Cleaning Carpets and Floors
Cleaning and drying water-soaked floors is difficult. In the aftermath of a flood, contamination by mud, silt, sewage and mold compounds the problem. Surfaces exposed to rising flood water or sewage should be both cleaned and disinfected. Moldy carpet and paper-backed flooring should be replaced.
Carpets and Rugs
It’s best to replace flooded carpets and get professional cleaners to restore valuable rugs and hard floorings, but with either professional or do-it-yourself restoration, begin cleanup as soon as it’s safe to enter your home.
- Pull up all saturated carpeting and rugs, roll them up, and drag them outdoors. Wet carpet is very heavy.
- Always discard and replace wet foam pads. Clean and disinfect subfloor or slab and baseboards.
- If carpeting got wet from a clean water leak, extract the water with a steam cleaner and prop the wet carpet or hand it to dry.

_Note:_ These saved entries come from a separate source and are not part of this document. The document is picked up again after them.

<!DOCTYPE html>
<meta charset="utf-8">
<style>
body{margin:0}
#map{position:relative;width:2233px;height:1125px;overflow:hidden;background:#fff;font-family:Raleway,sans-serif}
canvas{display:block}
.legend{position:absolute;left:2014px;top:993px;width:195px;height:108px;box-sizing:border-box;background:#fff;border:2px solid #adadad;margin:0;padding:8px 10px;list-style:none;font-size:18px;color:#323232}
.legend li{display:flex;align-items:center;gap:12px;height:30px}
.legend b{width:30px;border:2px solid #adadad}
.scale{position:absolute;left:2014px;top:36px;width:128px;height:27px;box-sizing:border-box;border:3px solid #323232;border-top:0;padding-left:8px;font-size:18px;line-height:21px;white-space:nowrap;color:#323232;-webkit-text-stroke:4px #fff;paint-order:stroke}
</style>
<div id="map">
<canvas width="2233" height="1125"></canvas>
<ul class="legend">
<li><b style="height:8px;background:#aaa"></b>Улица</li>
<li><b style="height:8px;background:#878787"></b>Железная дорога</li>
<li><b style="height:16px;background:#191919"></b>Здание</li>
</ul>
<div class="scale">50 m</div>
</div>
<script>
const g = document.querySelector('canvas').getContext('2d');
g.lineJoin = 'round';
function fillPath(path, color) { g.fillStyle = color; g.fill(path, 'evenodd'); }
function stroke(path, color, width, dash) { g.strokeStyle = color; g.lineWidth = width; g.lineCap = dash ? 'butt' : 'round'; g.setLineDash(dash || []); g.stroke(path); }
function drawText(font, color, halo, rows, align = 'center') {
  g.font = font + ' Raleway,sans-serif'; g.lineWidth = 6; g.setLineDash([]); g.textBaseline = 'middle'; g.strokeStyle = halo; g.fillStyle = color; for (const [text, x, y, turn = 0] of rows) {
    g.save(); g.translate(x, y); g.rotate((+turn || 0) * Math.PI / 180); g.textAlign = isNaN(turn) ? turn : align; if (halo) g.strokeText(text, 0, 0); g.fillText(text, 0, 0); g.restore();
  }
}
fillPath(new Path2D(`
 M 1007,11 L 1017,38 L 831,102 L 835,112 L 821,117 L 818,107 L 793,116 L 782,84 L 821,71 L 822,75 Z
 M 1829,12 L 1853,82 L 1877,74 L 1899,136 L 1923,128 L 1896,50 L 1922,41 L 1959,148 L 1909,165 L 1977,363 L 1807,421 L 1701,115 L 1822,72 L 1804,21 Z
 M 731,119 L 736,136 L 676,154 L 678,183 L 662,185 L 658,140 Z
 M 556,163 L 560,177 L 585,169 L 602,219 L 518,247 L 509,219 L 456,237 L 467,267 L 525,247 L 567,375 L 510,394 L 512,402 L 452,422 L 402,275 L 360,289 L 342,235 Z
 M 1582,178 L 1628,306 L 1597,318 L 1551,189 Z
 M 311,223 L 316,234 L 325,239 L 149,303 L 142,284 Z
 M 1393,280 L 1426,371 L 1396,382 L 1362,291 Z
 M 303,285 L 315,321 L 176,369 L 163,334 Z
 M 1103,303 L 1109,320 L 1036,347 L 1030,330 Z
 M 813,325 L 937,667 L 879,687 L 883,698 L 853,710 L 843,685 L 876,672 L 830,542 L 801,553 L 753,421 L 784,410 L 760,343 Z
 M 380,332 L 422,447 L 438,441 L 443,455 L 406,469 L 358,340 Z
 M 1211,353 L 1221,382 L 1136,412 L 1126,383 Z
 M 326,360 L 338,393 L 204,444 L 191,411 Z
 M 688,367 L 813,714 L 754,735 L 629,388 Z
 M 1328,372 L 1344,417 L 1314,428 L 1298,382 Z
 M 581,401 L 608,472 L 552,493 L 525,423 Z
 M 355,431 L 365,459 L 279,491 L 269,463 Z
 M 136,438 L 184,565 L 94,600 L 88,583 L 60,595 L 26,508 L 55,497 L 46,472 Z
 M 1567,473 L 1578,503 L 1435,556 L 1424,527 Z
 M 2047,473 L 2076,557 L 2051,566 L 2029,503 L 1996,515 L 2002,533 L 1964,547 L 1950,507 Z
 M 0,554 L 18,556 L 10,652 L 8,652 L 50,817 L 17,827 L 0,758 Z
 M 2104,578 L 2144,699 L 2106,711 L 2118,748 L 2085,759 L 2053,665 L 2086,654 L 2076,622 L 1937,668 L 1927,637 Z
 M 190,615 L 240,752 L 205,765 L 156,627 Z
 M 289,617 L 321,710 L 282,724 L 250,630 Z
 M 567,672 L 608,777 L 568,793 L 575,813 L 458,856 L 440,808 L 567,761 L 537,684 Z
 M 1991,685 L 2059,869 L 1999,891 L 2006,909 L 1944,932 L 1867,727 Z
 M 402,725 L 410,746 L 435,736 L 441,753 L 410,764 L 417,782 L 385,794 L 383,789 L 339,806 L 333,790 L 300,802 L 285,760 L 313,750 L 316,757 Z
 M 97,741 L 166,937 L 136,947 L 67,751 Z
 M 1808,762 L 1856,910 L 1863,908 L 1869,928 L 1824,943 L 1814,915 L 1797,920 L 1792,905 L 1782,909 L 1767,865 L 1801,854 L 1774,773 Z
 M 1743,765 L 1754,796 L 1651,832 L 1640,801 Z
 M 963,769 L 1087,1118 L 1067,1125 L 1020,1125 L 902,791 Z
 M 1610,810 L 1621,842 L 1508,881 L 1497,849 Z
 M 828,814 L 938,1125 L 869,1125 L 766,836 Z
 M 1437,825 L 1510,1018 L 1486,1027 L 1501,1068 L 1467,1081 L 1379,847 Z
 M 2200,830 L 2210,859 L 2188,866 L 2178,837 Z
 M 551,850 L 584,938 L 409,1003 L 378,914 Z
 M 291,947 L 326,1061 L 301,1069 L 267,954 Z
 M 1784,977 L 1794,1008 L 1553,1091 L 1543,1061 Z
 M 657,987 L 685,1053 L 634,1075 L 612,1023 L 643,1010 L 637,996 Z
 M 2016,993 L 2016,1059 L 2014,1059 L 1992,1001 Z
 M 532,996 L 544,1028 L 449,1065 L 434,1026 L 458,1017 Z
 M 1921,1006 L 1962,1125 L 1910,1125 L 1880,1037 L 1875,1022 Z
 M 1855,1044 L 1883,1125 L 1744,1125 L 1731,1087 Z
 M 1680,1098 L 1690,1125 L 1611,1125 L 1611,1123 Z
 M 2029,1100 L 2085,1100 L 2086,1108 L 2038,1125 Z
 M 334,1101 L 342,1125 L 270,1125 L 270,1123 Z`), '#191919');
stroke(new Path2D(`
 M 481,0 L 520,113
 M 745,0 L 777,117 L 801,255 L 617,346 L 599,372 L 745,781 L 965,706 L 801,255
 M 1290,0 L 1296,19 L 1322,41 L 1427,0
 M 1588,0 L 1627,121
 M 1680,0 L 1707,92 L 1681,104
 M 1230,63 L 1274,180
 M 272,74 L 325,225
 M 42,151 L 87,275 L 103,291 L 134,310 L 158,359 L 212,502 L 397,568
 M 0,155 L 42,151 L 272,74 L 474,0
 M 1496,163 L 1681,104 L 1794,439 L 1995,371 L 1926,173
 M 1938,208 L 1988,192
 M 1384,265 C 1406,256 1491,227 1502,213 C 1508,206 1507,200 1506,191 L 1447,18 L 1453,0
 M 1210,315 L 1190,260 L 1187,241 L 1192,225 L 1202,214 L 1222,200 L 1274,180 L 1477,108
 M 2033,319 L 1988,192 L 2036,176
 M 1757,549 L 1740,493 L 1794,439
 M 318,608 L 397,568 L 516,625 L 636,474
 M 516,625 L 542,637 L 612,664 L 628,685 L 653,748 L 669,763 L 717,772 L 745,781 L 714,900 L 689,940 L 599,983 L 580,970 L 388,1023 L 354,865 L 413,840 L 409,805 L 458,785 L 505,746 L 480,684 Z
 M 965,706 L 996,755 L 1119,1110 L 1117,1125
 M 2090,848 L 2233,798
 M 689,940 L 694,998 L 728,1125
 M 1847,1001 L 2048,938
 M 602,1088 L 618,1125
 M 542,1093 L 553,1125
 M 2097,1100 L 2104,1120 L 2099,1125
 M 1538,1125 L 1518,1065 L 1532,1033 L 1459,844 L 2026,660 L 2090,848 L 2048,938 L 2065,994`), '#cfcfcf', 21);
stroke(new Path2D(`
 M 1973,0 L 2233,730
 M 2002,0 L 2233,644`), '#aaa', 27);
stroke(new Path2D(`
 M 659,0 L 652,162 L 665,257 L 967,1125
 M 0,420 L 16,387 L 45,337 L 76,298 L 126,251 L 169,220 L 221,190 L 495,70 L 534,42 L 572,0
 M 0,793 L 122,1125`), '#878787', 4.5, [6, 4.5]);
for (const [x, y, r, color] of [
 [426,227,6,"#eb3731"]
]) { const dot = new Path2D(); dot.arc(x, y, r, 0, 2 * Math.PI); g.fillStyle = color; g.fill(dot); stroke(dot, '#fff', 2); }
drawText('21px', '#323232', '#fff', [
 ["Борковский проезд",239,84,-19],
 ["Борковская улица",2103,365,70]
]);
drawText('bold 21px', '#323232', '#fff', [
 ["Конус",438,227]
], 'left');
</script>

- If you wish to salvage valuable rugs yourself, attempt it only if they were not contaminated by hazardous chemical, lead paint dust or asbestos. Hose off mud, then work a low-foam, disinfecting carpet cleaning product deep into soiled spots with a carpet shampooer. Rinse and extract water with a steam cleaner. If odors or mildew formed, consider using a sanitizing rinse solution of one part 3 percent hydrogen peroxide to five parts water or 2 tablespoons bleach to 1 gallon of water. Test the solution for colorfastness. Don’t use bleach on wool carpets.
- Solid hardwood flooring can sometimes recover from flooding and be restored. Remove a board every few feet to reduce buckling caused by swelling. Ask a carpenter or installer for tips on removing tongue-and-groove boards.
- Engineered wood, laminate and composite floorings that swell or delaminate should be replaced.
- Solid vinyl tile, ceramic tile, brick or stone flooring fully adhered on a concrete slab may be cleaned in place.
- Sheet vinyl and other floorings with paper backing can hold moisture and pose risk of mold growth and should be replaced.
- If there is wood subflooring, it may swell and buckle or delaminate. If so, all flooring may need to be removed to speed drying and replace damaged subflooring. Clean and dry wood subflooring below the 16 percent moisture content level before replacing flooring.
- After cleaning, use a dehumidifier with air conditioning or heat to speed the drying process to avoid mold growth and allow faster restoration.
- If you plan to insulate under a raised floor in a warm, humid climate, use an airtight, moisture-blocking insulation system to prevent subfloor moisture problems. See the LSU AgCenter publication “Insulating Raised Floors in a Hot, Humid Climate.”
Assessing Appliances and Fixtures
Replace all electrical wiring, light fixtures, appliances and equipment exposed to saltwater. Also replace those with water trapped in insulation or inaccessible cavities. Some fixtures, wiring and appliances exposed to freshwater, such as laundry equipment, dishwashers with replaceable insulation and microwave ovens, may be salvageable. However, they should be inspected by a service professional before use. Unplug, clean and dry appliances, but do not use them before servicing. Unbroken plumbing fixtures can be cleaned in place.